I was always told that you can groom with a verticutter, but you cant verticut with a groomer! So i went with a verti!


----------



## TulsaFan (May 1, 2017)

I have the brush, dethatcher, and groomer for my greens mower. I have also owned two delta blade overseeders and three verticutters.

It would be hard to justify buying a new groomer as it could cost more than a used greens mower. If you really want a groomer, I would sell your current greens mower and buy a used one with a groomer included.

Regarding a verticutter, try to find a used one during the winter for cheap. I use mine three times a year. So, the less money I have invested in it the better. For this reason, I sold my Graden GS04 with Dyna-blades last year. Now, I use a Ryan Ren-O-Thin that works great and cost little.

I get more practical use from the verticutter. However, I run my groomer in reverse to kick out any mulch I fail to pickup before mowing.

Good luck on whatever you decide. :thumbup:


----------



## MasterMech (Sep 24, 2017)

I have a fantastic verticutter setup, I swapped a 22" Jake GreensKing to a dedicated vert setup with DynaBlades.

https://thelawnforum.com/viewtopic.php?t=14983

Having my first season with it under my belt - I STILL want a groomer. But my circumstances vary from yours in one big way - I'm cutting 20k+ sq ft. Going back and cutting it a 2nd or 3rd time is a major drag. So while my verticutter will indeed groom, I just don't really have it in me to add that 3rd pass in SC heat/humidity. Not to mention the time investment.

I would NOT use a groomer to do what I do with the verticutter though. The verticutter is awesome for scalping to the dirt, I get way more of the stolons up than I would otherwise. There's a significant difference this year in my front and back yards. In March, my front was scalped, verticut, and then scalped down to .250" again. The back was just scalped at .250". Guess which one I started floating/scalping on come mid-August? Nothing a little sand didn't cure.
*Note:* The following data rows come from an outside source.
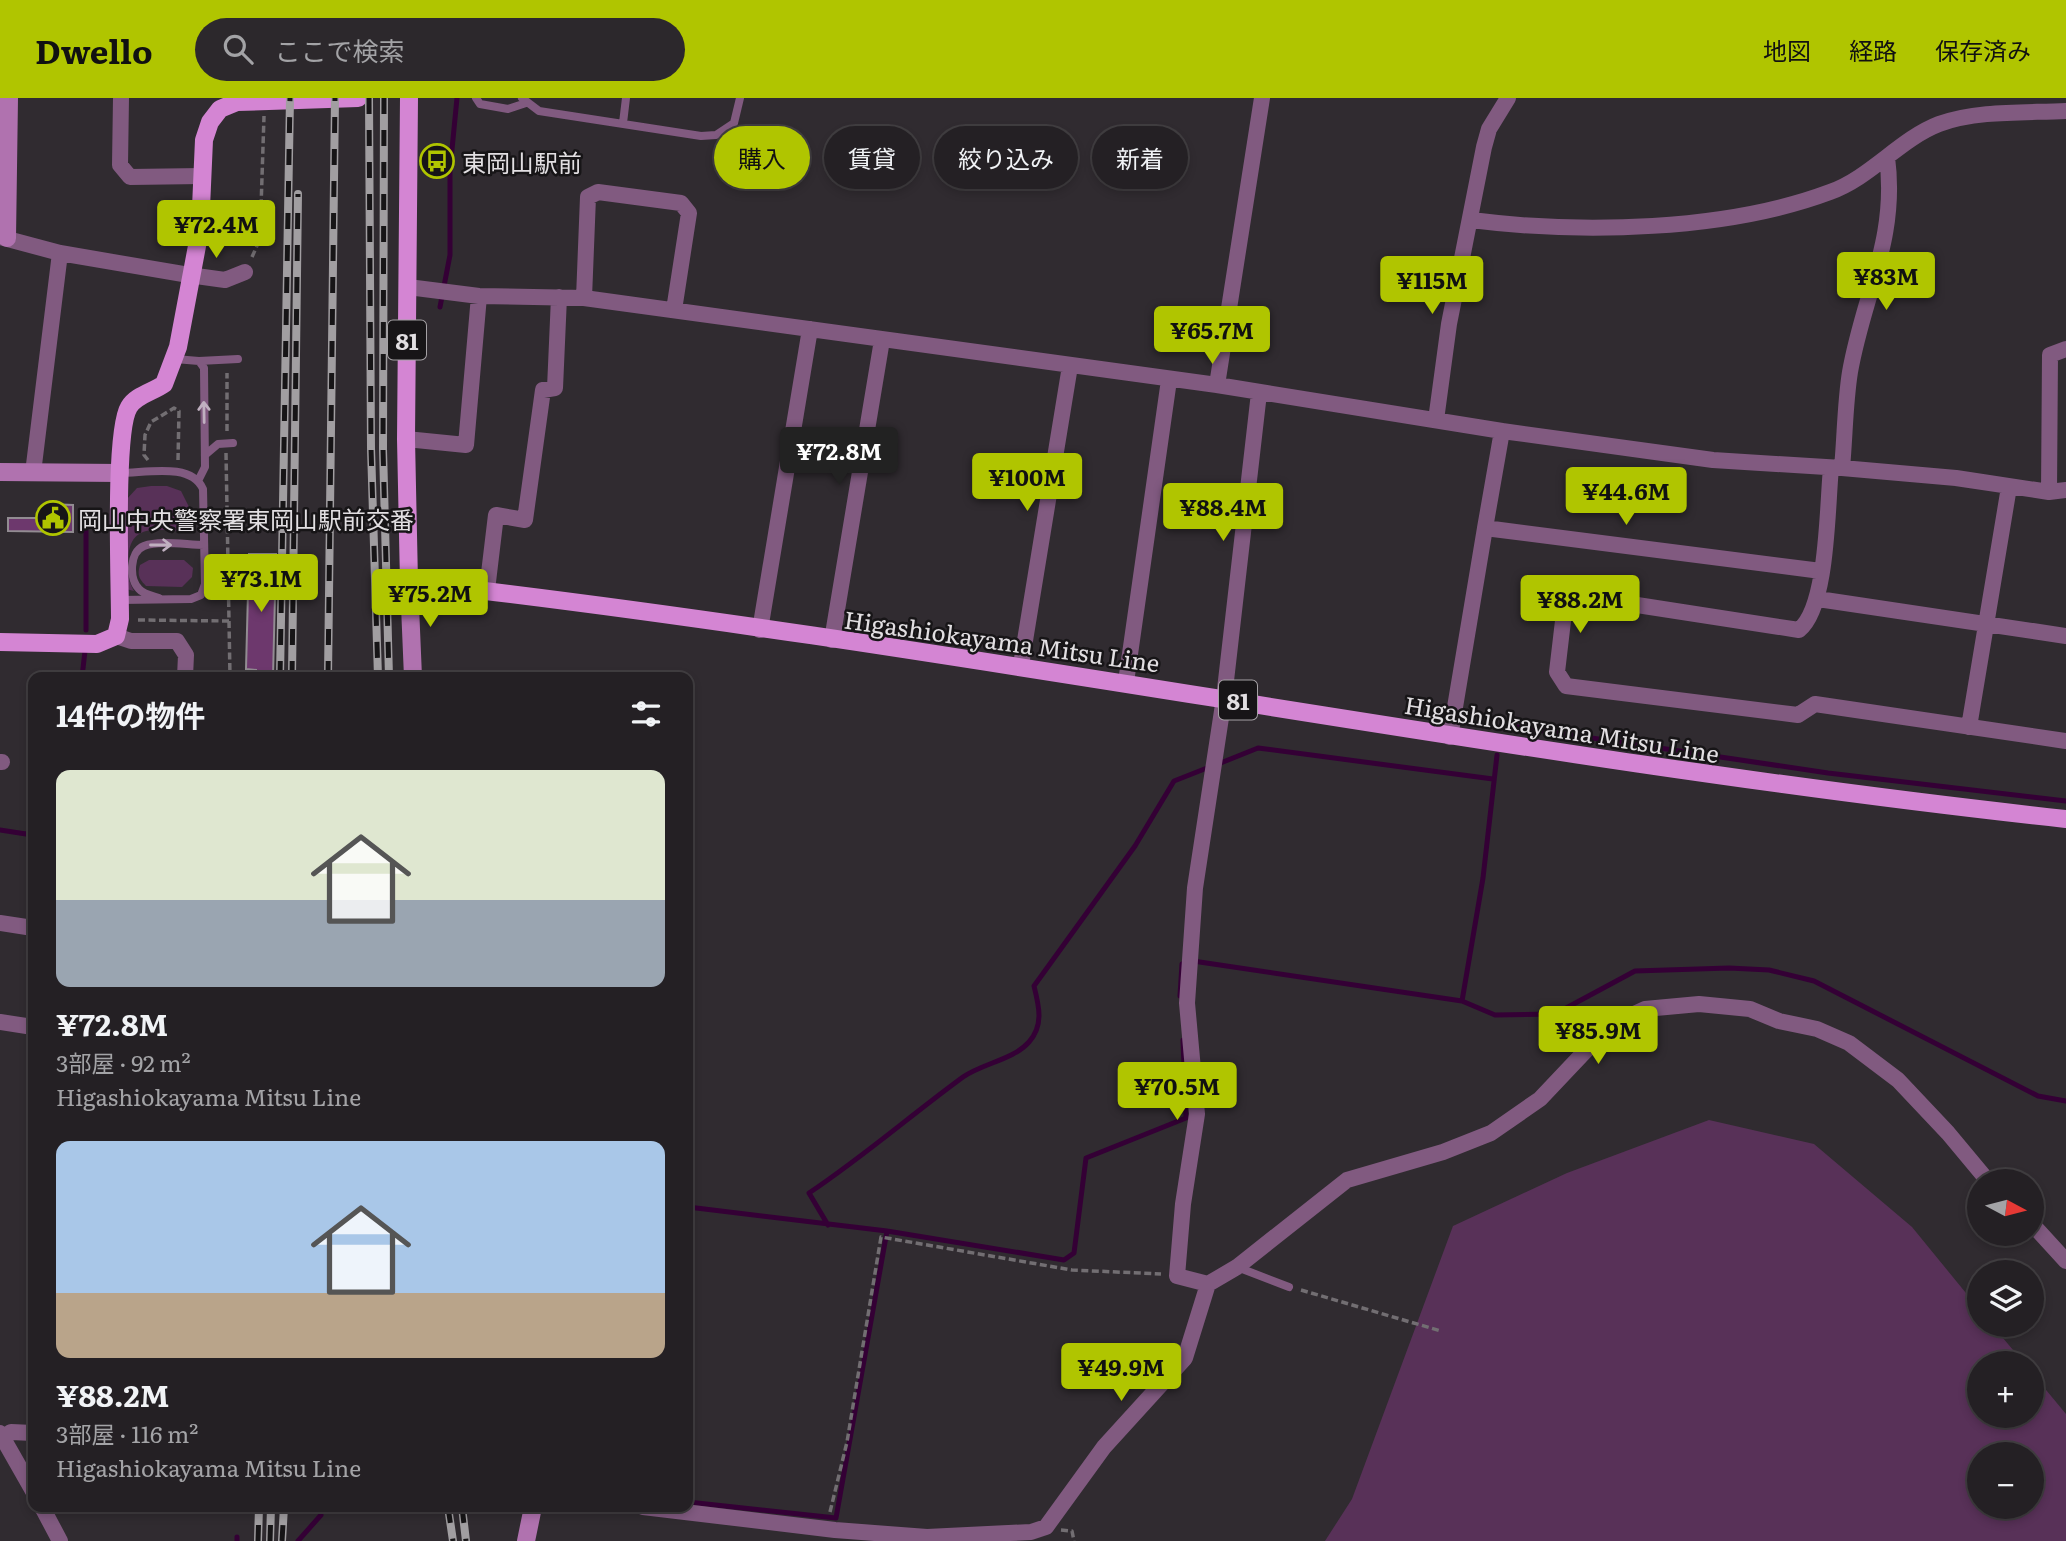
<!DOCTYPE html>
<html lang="ja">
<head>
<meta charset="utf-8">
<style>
  :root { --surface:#242024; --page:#2c282c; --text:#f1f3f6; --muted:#a3a3a6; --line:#413e41; --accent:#b0c500 }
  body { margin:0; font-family:Literata,"Noto Sans JP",serif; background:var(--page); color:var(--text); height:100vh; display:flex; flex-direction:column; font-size:26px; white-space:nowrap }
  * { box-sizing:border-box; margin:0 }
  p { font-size:23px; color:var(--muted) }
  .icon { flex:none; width:38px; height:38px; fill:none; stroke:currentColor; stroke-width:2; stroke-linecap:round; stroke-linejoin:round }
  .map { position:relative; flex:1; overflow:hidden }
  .sheet { position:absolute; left:28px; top:574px; width:665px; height:840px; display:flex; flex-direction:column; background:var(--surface); border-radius:14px; box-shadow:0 4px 10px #0003,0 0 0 2px var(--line) }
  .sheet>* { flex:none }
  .hud { position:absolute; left:714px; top:28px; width:665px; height:63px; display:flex; gap:14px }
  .needle { width:46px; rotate:97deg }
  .fabs { position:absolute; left:1967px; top:1071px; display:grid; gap:14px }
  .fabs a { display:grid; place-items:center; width:77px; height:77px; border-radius:50%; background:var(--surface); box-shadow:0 4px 10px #0003,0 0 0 2px var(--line); font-size:35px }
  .price { position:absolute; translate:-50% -60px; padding:0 16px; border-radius:7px; background:var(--accent); color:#111; font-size:23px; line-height:46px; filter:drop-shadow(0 2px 4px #0008) }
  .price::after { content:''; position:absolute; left:50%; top:42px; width:21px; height:16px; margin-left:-10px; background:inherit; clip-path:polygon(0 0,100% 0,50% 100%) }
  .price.current { background:#222; color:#fff }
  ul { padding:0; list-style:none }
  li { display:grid; align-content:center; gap:14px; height:371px; padding:0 28px }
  li span { display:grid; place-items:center; height:217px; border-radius:14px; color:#555 }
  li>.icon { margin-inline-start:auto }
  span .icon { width:126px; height:126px; fill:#fffc; stroke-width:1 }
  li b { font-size:30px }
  h2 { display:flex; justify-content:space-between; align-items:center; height:84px; padding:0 28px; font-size:30px }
  .pill { padding:0 24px; border-radius:32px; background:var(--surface); box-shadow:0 4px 10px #0003,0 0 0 2px var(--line); font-size:24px; line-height:63px }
  .pill.current { background:var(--accent); color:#111 }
  header { display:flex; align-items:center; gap:42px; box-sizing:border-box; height:98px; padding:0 35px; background:var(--accent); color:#111 }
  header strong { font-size:33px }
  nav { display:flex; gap:38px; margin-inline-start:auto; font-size:24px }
  .search { width:490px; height:63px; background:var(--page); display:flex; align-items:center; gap:18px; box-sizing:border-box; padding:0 24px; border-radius:38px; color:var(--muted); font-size:26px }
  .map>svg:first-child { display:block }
  .green { fill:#583158; fill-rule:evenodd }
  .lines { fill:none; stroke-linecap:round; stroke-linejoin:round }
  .stream { stroke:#340035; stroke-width:5 }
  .building { fill:#6d386d; stroke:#928c92; stroke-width:2 }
  .path { stroke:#726e72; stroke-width:3.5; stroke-dasharray:7 3.5; stroke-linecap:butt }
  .lane { stroke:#815a80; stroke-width:8 }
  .street { stroke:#815a80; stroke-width:16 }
  .secondary { stroke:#b072af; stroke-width:18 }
  .primary { stroke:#d485d3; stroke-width:18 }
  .rail-casing { stroke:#a19ea1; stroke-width:8 }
  .rail { stroke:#171517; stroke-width:5; stroke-dasharray:16; stroke-linecap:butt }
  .oneway { stroke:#c0b0c0 }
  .labels { text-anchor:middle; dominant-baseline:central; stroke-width:5; stroke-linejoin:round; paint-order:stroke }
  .shield { fill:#171517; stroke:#a5a2a5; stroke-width:2 }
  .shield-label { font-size:23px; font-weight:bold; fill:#e2dfe2 }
  .poi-label { font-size:24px; fill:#e2dfe2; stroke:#171517; text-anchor:start }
  .street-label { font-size:24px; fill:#e2dfe2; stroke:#171517 }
</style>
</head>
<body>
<header>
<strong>Dwello</strong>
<div class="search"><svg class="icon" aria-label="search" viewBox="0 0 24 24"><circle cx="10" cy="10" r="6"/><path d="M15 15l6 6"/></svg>ここで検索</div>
<nav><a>地図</a><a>経路</a><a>保存済み</a></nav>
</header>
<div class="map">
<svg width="2066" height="1443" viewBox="0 0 2066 1443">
  <rect width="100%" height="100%" fill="#302b30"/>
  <path class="green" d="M151 388H167L181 393 189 409 193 430 190 434C159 433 130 422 128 462 127 475 128 482 134 493L126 491V402L137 390Z
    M149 462H184L193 470 192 479 182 489 146 488C139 481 137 477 140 467Z
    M1709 1022 1814 1046 1912 1129 1979 1211V1227H1992L2024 1265H1979V1318H2032V1275L2066 1316V1443H1325L1352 1401 1453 1128 1567 1075ZM1979 1356H2032V1409H1979Z"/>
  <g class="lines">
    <path class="stream" d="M440 209 450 157V72L457 0
      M86 432V532
      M82 579 85 553
      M1503 630 1504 627 1828 675 2066 703
      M1218 666 1258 650 1493 681
      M0 732 26 736 33 732
      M1180 898 1182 866 1193 863 1462 903 1495 917 1555 916 1635 873 1729 870 1769 872 1814 883 2038 998 2066 1003
      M1462 903 1483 780 1497 657
      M688 1109 887 1133 1064 1162 1074 1155 1086 1060 1186 1020 1183 942
      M828 1127 809 1095C863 1059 911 1017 963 979 983 965 1013 962 1029 944 1044 927 1039 908 1034 888L1135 748 1174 683 1207 670
      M688 1404 836 1420 887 1133
      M237 1443V1439
      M298 1443 321 1417"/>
  </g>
  <path class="building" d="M48 406 73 407V434L8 433V420H47Z
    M249 456H276L273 579H256V572L246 571Z"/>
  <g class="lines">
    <path class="path" d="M252 159 260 141 264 18
      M227 333V275
      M226 355 230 579
      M148 362 144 357 145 337 151 324 174 310 179 313 178 363
      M138 522 230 523
      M307 579V574
      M340 579V574
      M1301 1192 1441 1233
      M830 1414 847 1344 881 1139 1072 1172 1161 1176
      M1061 1432 1072 1433 1074 1443"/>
    <path class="lane" d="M476 0 480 6 508 11 526 5
      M522 0 539 13 701 38 716 37 734 25 740 0
      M623 25 626 0
      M175 261 199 263 204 270 205 369 199 381
      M199 263 238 261
      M205 357 218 346 233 345
      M159 500C153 498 143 496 139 491 129 481 129 454 144 448 160 442 187 447 204 447
      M120 502 191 501 201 497 205 486 203 391C191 364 146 375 120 375
      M1237 1169 1289 1189"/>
    <path class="street" d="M121 0 120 67 130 79 202 78
      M1471 122C1581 136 1726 133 1830 94 1870 80 1900 41 1939 26 1977 12 2026 15 2066 13
      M0 139 60 155 189 177 225 182 245 174
      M408 189 479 198 584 200 1217 287 1502 333 1713 362 1842 370 1956 380 2049 394 2066 392
      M584 200 588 99 598 94 681 105 689 115 674 212
      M1217 287 1262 0
      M1436 322 1449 226 1484 49 1489 31 1508 0
      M1502 333 1485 430 1821 473
      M406 341 466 347 479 198
      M1831 370C1827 409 1828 509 1799 532L1579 498 1565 506 1557 574 1566 588 1798 617 1815 606 2066 643
      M1842 370C1845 338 1845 305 1850 274 1863 198 1898 141 1887 59
      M33 375 60 155
      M2049 394 2050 257 2066 251
      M487 492 496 417 525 422 543 292 555 290 559 199
      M1818 501 2066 538
      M760 532 810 231
      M116 538 131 543H177L186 557 185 579
      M832 542 882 242
      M1021 567 1070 268
      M1126 584 1169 282
      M1969 629 2009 389
      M1450 639 1485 430
      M0 664H2
      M0 825 33 830
      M0 924 33 929
      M2032 1126 2066 1163
      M1208 1186 1177 1178 1183 1106 1197 1016 1187 905 1195 790 1224 600 1259 295
      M0 1335 33 1393
      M3 1340 11 1334 33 1335
      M42 1409 60 1443
      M643 1409 835 1432 927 1439 1031 1434 1046 1429 1104 1349 1185 1260 1208 1186 1237 1169 1347 1082 1443 1054 1491 1035 1540 1001 1610 927 1645 911 1699 906 1750 911 1779 923 1817 931 1849 945 1898 982 1948 1035 1988 1083"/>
    <path class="secondary" d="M7 140 9 0
      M0 374 120 375
      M409 484 413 579
      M526 1443 533 1409"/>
    <path class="primary" d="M409 0 406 341 409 484C964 547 1511 661 2066 721
      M0 544 97 546 116 538 120 521C120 484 114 333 129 309 136 297 153 294 164 286L178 249 200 132 204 42 210 24 220 11 237 4 358 0"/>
    <g class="rail-casing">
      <path id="rail" d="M369 0 371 350 378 579
        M384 0 383 351 389 579
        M280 579 290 0
        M292 579 298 96
        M328 579 335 0
        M448 1409 453 1443
        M462 1409 466 1443
        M258 1443 259 1409
        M270 1443 271 1409
        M282 1443 284 1409"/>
    </g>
    <use href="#rail" class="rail"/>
  </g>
  <defs><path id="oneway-shaft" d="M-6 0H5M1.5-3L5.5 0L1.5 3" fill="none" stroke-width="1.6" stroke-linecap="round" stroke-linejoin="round" transform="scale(1.75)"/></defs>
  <g class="oneway">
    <use href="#oneway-shaft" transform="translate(204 314) rotate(-91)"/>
    <use href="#oneway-shaft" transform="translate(161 447)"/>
  </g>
  <defs>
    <g id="bus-ring" transform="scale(1.75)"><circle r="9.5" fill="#171517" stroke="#b0c500" stroke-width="1.5"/><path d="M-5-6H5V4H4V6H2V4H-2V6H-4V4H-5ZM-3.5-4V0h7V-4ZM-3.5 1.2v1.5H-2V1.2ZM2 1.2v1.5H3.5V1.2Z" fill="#b0c500"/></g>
    <g id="civic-ring" transform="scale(1.75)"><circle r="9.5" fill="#171517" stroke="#b0c500" stroke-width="1.5"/><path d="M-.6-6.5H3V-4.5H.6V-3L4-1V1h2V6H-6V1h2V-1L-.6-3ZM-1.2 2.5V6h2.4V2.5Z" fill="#b0c500"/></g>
  </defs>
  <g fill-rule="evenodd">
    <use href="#bus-ring" x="437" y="63"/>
    <use href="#civic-ring" x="53" y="420"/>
  </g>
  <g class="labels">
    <g class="shield">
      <rect x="388" y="222.5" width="38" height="39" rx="5"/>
      <rect x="1219" y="582.5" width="38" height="39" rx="5"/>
    </g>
    <g class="shield-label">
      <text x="407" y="242">81</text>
      <text x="1238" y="602">81</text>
    </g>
    <g class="poi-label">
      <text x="462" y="63">東岡山駅前</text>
      <text x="78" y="420">岡山中央警察署東岡山駅前交番</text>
    </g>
    <g class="street-label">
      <text transform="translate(1002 542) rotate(8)">Higashiokayama Mitsu Line</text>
      <text transform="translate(1562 630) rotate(9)">Higashiokayama Mitsu Line</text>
    </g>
  </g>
</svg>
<div class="fabs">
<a><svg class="needle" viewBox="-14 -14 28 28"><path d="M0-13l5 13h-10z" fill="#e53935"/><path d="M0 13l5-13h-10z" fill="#a3a3a6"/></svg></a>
<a><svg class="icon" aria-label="layers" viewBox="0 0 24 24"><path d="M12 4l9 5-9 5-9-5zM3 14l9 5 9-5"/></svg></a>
<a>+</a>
<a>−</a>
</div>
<b class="price" style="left:216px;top:162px">¥72.4M</b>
<b class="price" style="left:1886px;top:214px">¥83M</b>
<b class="price" style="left:1432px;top:218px">¥115M</b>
<b class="price" style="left:1212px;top:268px">¥65.7M</b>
<b class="price current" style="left:839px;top:389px">¥72.8M</b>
<b class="price" style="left:1027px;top:415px">¥100M</b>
<b class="price" style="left:1626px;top:429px">¥44.6M</b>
<b class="price" style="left:1223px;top:445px">¥88.4M</b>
<b class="price" style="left:261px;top:516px">¥73.1M</b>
<b class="price" style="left:430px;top:531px">¥75.2M</b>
<b class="price" style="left:1580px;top:537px">¥88.2M</b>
<b class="price" style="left:1598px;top:968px">¥85.9M</b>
<b class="price" style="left:1177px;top:1024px">¥70.5M</b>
<b class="price" style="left:1121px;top:1305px">¥49.9M</b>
<div class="hud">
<a class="pill current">購入</a>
<a class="pill">賃貸</a>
<a class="pill">絞り込み</a>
<a class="pill">新着</a>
</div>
<section class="sheet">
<h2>14件の物件<svg class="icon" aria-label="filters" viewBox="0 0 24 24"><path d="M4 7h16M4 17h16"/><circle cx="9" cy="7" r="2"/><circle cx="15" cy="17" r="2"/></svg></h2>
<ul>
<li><span style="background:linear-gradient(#dfe7d0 60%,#9aa5b1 0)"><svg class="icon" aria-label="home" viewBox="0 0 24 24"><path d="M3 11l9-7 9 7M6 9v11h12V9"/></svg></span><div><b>¥72.8M</b><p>3部屋 · 92 m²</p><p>Higashiokayama Mitsu Line</p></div></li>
<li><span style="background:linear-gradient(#a9c7e8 70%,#b9a48a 0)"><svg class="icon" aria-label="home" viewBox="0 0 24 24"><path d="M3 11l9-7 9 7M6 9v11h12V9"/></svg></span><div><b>¥88.2M</b><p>3部屋 · 116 m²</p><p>Higashiokayama Mitsu Line</p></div></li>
</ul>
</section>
</div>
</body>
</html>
Also, the verticutter has been invaluable for cleaning up post top-dressing or post-aeration. It rakes the sand down into the turf without moving it around much. It's also hell on dried up aeration plugs. So after aerating, I can drag the plugs to break them up, then run over it with the vert, which pulverizes what's left, or I have the option to throw the collection box on and collect any thatch plugs. I generally just let it toss them back out into the lawn however.


----------



## anthonybilotta (Aug 11, 2018)

Thank you everyone for the responses. I will keep my eye out for a verticutter this winter. Do not need it until the spring so I am not in a rush. Hopefully I can get something that is around me in the Houston area.


----------